No. 1 – Dallas Mavericks
- Position: Shooting guard
- League: NBA

Personal information
- Born: April 4, 2003 (age 23) Naperville, Illinois, U.S.
- Listed height: 6 ft 6 in (1.98 m)
- Listed weight: 205 lb (93 kg)

Career information
- High school: Neuqua Valley (Naperville, Illinois)
- College: Yale (2021–2025)
- NBA draft: 2025: undrafted
- Playing career: 2025–present

Career history
- 2025–2026: San Diego Clippers
- 2026–present: Dallas Mavericks
- 2026–present: →Texas Legends

Career highlights
- First-team All-Ivy League (2025); Second-team All-Ivy League (2024); Ivy League tournament MVP (2025);
- Stats at NBA.com
- Stats at Basketball Reference

= John Poulakidas =

Greek-American basketball player (born 2003)

John Michael Poulakidas (born April 4, 2003) is an American professional basketball player for the Dallas Mavericks of the National Basketball Association (NBA), on a two-way contract with the Texas Legends of the NBA G League. He played college basketball for the Yale Bulldogs.

==High school career==
Poulakidas attended Neuqua Valley High School in Naperville, Illinois. As a junior, he averaged 17.5 points and 4.6 rebounds per game. He committed to play college basketball at Yale University over offers from Minnesota, Wake Forest, and Rutgers.

==College career==
After playing sparingly as a freshman, Poulakidas started every game as a sophomore and junior. As a junior in the first round of the NCAA tournament against Auburn, he scored 28 points, making six three-pointers and helping lead Yale to a 78–76 upset victory. Poulakidas returned for his senior season, emerging as the team's leading scorer by averaging 19.4 points per game.

==Professional career==
Poulakidas was not selected in the 2025 NBA draft. He signed an NBA Summer League contract with the Los Angeles Clippers.

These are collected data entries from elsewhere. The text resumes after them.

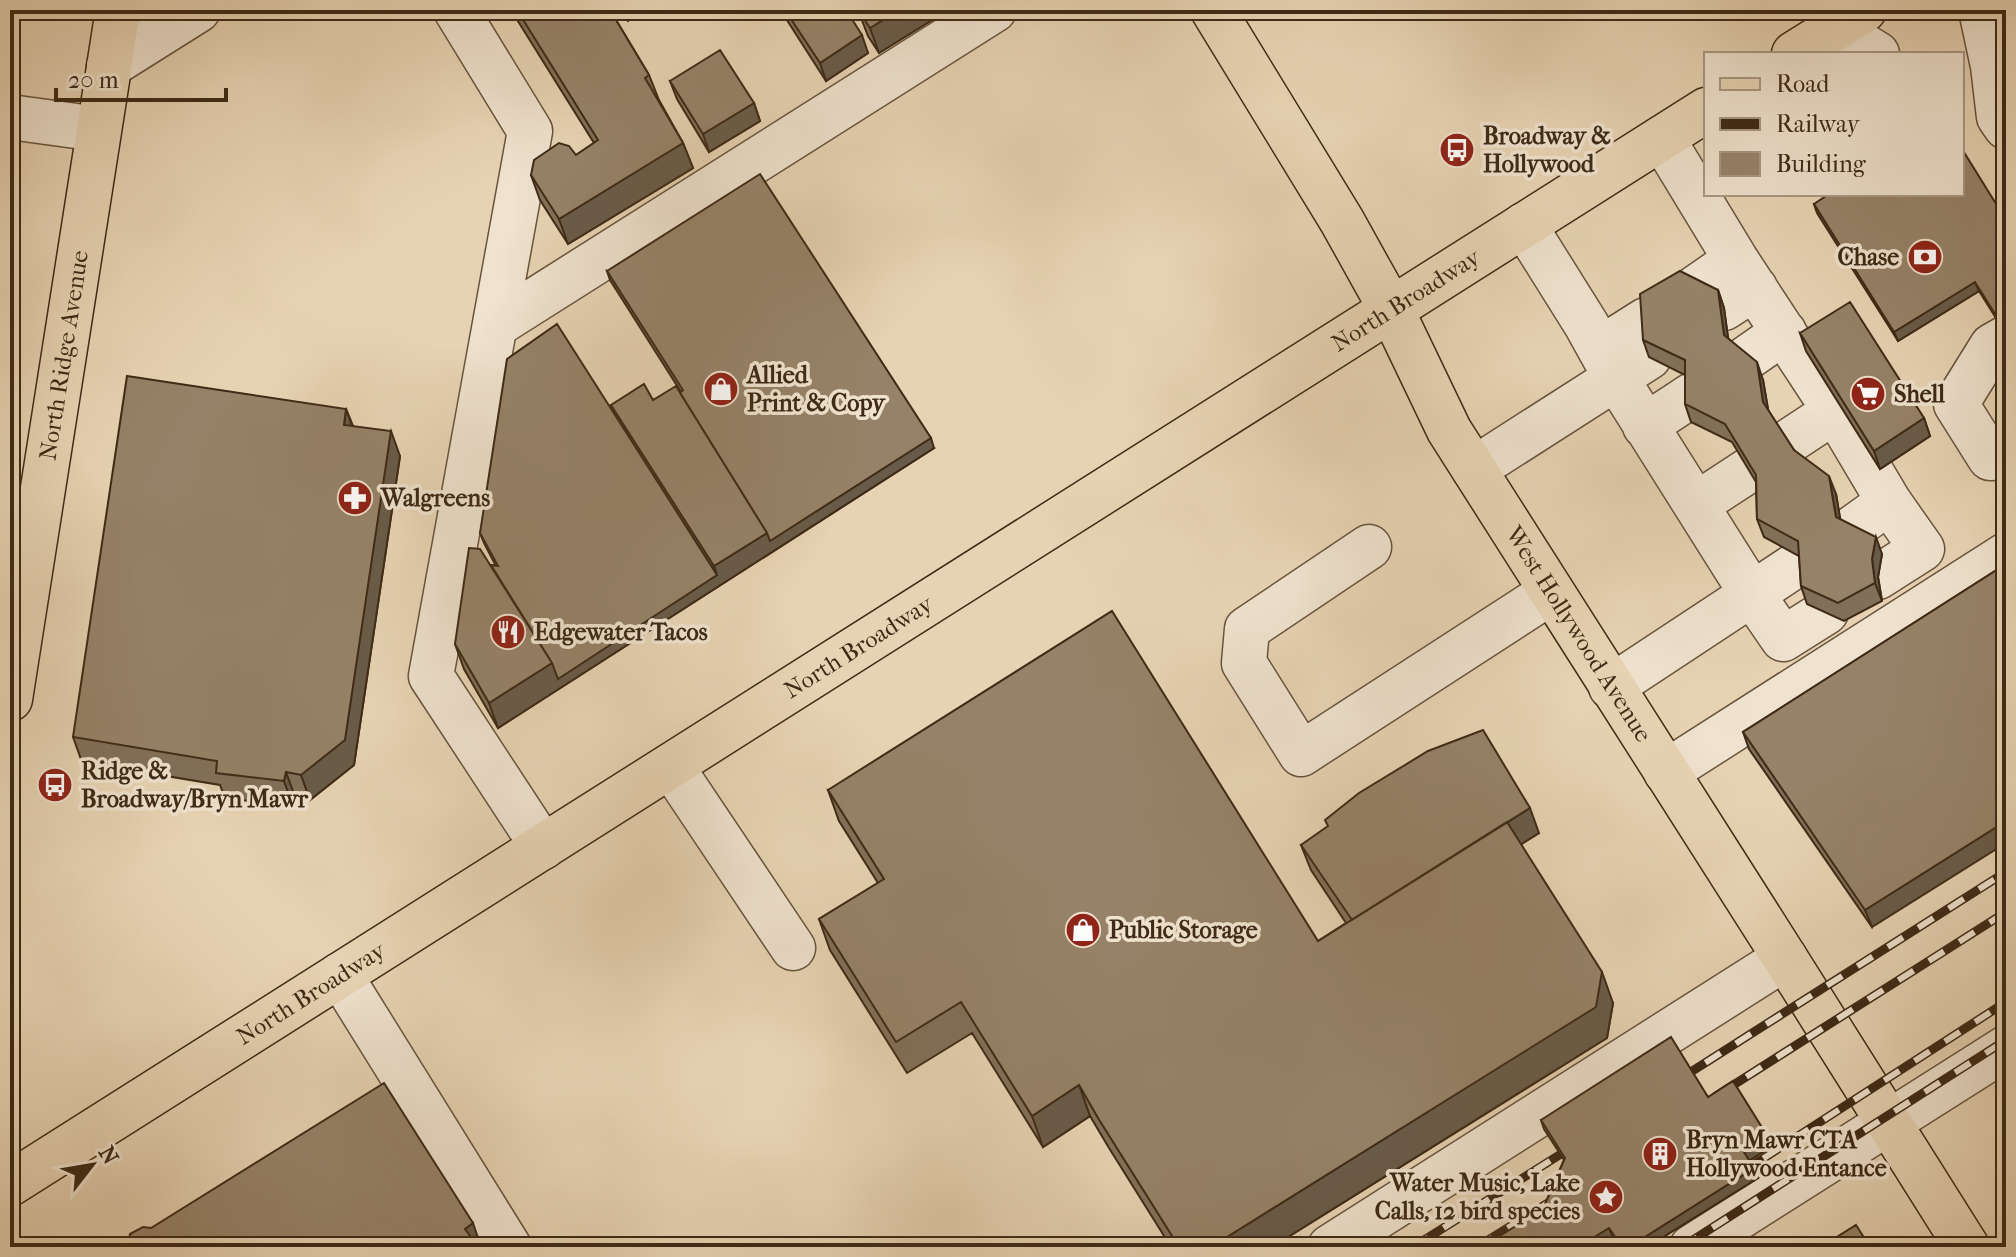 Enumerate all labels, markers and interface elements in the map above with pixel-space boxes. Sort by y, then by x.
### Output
scale bar [56,52,226,102]
legend [1704,52,1964,196]
text: 20 m [68,66,119,94]
text: Road [1776,70,1830,98]
text: Railway [1776,110,1861,138]
place label: Broadway & Hollywood [1483,122,1611,178]
bus stop icon: Broadway & Hollywood [1438,131,1476,169]
text: Building [1776,150,1867,178]
bank icon: Chase [1906,238,1944,276]
street label: North Broadway [1326,242,1486,358]
place label: Chase [1838,243,1899,271]
street label: North Ridge Avenue [34,248,94,462]
place label: Allied Print & Copy [745,361,886,417]
shop icon: Allied Print & Copy [702,370,740,408]
supermarket icon: Shell [1849,375,1887,413]
place label: Shell [1894,380,1945,408]
pharmacy icon: Walgreens [336,479,374,517]
place label: Walgreens [380,484,490,512]
street label: West Hollywood Avenue [1499,520,1658,747]
street label: North Broadway [779,589,939,704]
restaurant icon: Edgewater Tacos [489,613,527,651]
place label: Edgewater Tacos [534,618,708,646]
place label: Ridge & Broadway/Bryn Mawr [81,757,309,813]
bus stop icon: Ridge & Broadway/Bryn Mawr [36,766,74,804]
shop icon: Public Storage [1064,911,1102,949]
place label: Public Storage [1109,916,1258,944]
street label: North Broadway [231,935,391,1051]
north arrow [52,1125,132,1205]
place label: Bryn Mawr CTA Hollywood Entance [1686,1126,1887,1182]
building icon: Bryn Mawr CTA Hollywood Entance [1641,1135,1679,1173]
text: N [93,1141,124,1169]
place label: Water Music, Lake Calls, 12 bird species [1375,1169,1580,1225]
place icon: Water Music, Lake Calls, 12 bird species [1587,1178,1625,1216] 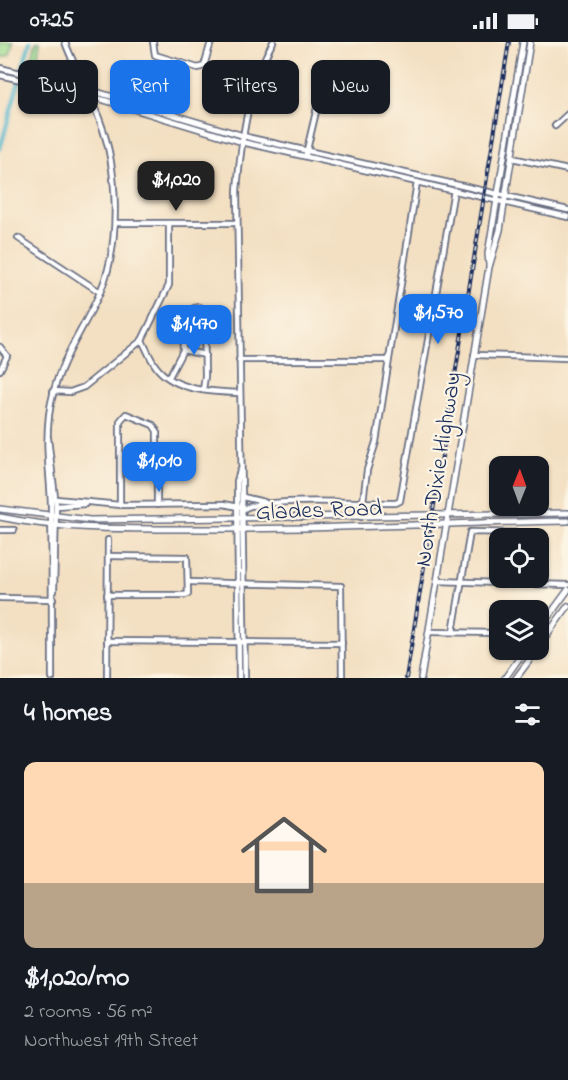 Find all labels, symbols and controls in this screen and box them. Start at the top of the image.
text: 07:25 [30,5,74,37]
chip: Buy [18,60,98,114]
chip: Rent [110,60,190,114]
chip: Filters [202,60,299,114]
chip: New [311,60,390,114]
pin: $1,020 [127,161,225,212]
text: $1,020 [151,166,201,195]
pin: $1,570 [389,294,487,345]
text: $1,570 [413,299,463,328]
pin: $1,470 [145,305,243,356]
text: $1,470 [170,310,218,339]
street label: North Dixie Highway [407,369,473,570]
pin: $1,010 [110,442,208,493]
text: $1,010 [136,447,182,476]
north arrow [489,456,549,516]
map controls [489,456,549,660]
street label: Glades Road [255,492,384,531]
button: locate [489,528,549,588]
button: layers [489,600,549,660]
text: 4 homes [24,695,112,733]
icon: filters [511,698,544,731]
icon: home [230,801,338,909]
text: $1,020/mo [24,960,130,998]
text: 2 rooms · 56 m² [24,998,153,1027]
text: Northwest 19th Street [24,1027,198,1056]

On March 3, 2026, Poulakidas signed a two-way contract with the Dallas Mavericks. Immediately after his signing, that same day, he made his NBA debut, playing 14 minutes and 28 seconds of game time action in a 90–117 loss against the Charlotte Hornets; he grabbed five rebounds and dished out two assists. On April 12, Poulakidas put up a career-high 28 points in a 149–128 win over the Chicago Bulls.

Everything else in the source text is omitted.